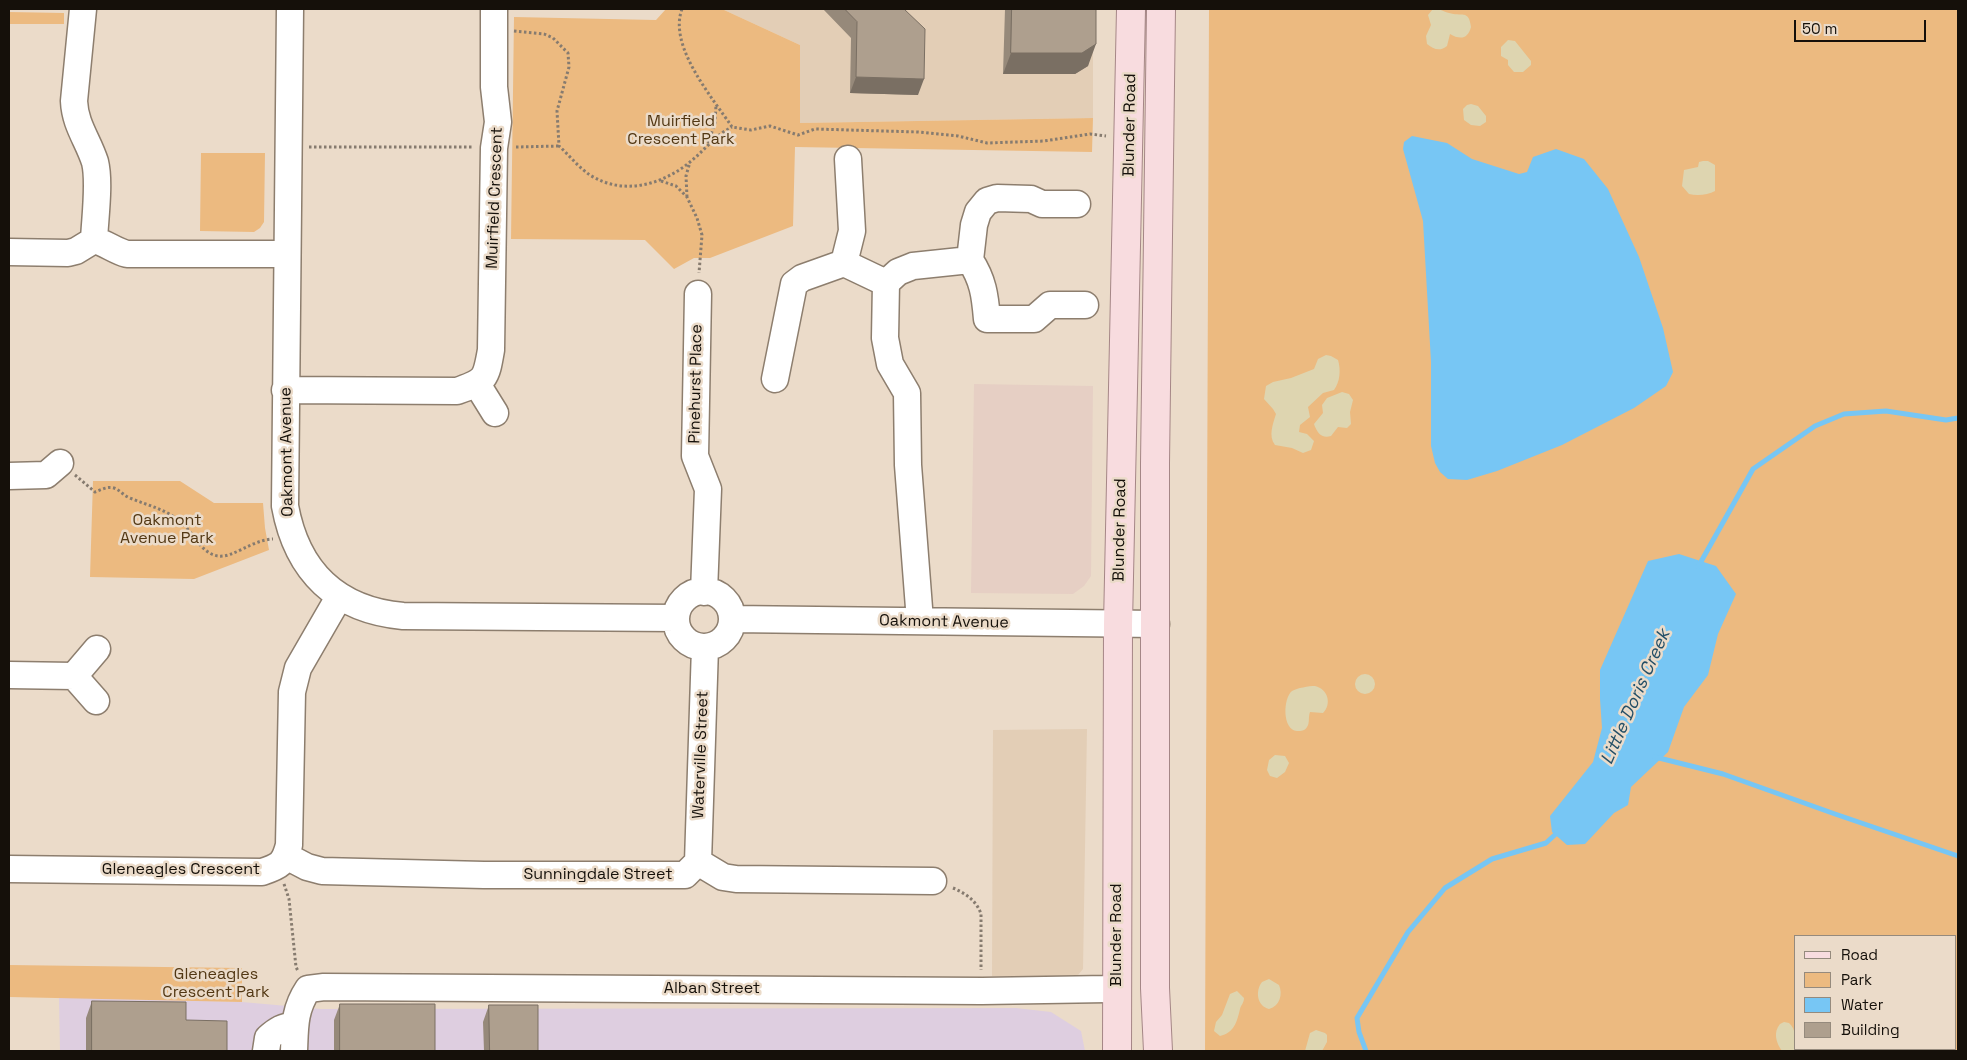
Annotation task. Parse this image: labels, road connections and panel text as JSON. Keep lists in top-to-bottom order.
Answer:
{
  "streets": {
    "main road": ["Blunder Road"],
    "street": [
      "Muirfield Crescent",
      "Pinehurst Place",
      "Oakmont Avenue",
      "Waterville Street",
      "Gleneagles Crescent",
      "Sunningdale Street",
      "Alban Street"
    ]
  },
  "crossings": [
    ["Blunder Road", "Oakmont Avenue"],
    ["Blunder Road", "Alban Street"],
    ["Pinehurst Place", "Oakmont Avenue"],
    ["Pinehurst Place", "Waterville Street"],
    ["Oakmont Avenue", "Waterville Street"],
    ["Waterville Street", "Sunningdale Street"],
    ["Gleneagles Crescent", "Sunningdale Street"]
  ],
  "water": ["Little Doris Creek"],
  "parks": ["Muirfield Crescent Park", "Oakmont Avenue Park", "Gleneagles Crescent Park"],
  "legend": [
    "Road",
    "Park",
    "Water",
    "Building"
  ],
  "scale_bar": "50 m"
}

**What the task requires**
All the lines above are to be given again exactly as they read, with the pictures removed.

**Result**
Annotation task. Parse this image: labels, road connections and panel text as JSON. Keep lists in top-to-bottom order.
Answer:
{
  "streets": {
    "main road": ["Blunder Road"],
    "street": [
      "Muirfield Crescent",
      "Pinehurst Place",
      "Oakmont Avenue",
      "Waterville Street",
      "Gleneagles Crescent",
      "Sunningdale Street",
      "Alban Street"
    ]
  },
  "crossings": [
    ["Blunder Road", "Oakmont Avenue"],
    ["Blunder Road", "Alban Street"],
    ["Pinehurst Place", "Oakmont Avenue"],
    ["Pinehurst Place", "Waterville Street"],
    ["Oakmont Avenue", "Waterville Street"],
    ["Waterville Street", "Sunningdale Street"],
    ["Gleneagles Crescent", "Sunningdale Street"]
  ],
  "water": ["Little Doris Creek"],
  "parks": ["Muirfield Crescent Park", "Oakmont Avenue Park", "Gleneagles Crescent Park"],
  "legend": [
    "Road",
    "Park",
    "Water",
    "Building"
  ],
  "scale_bar": "50 m"
}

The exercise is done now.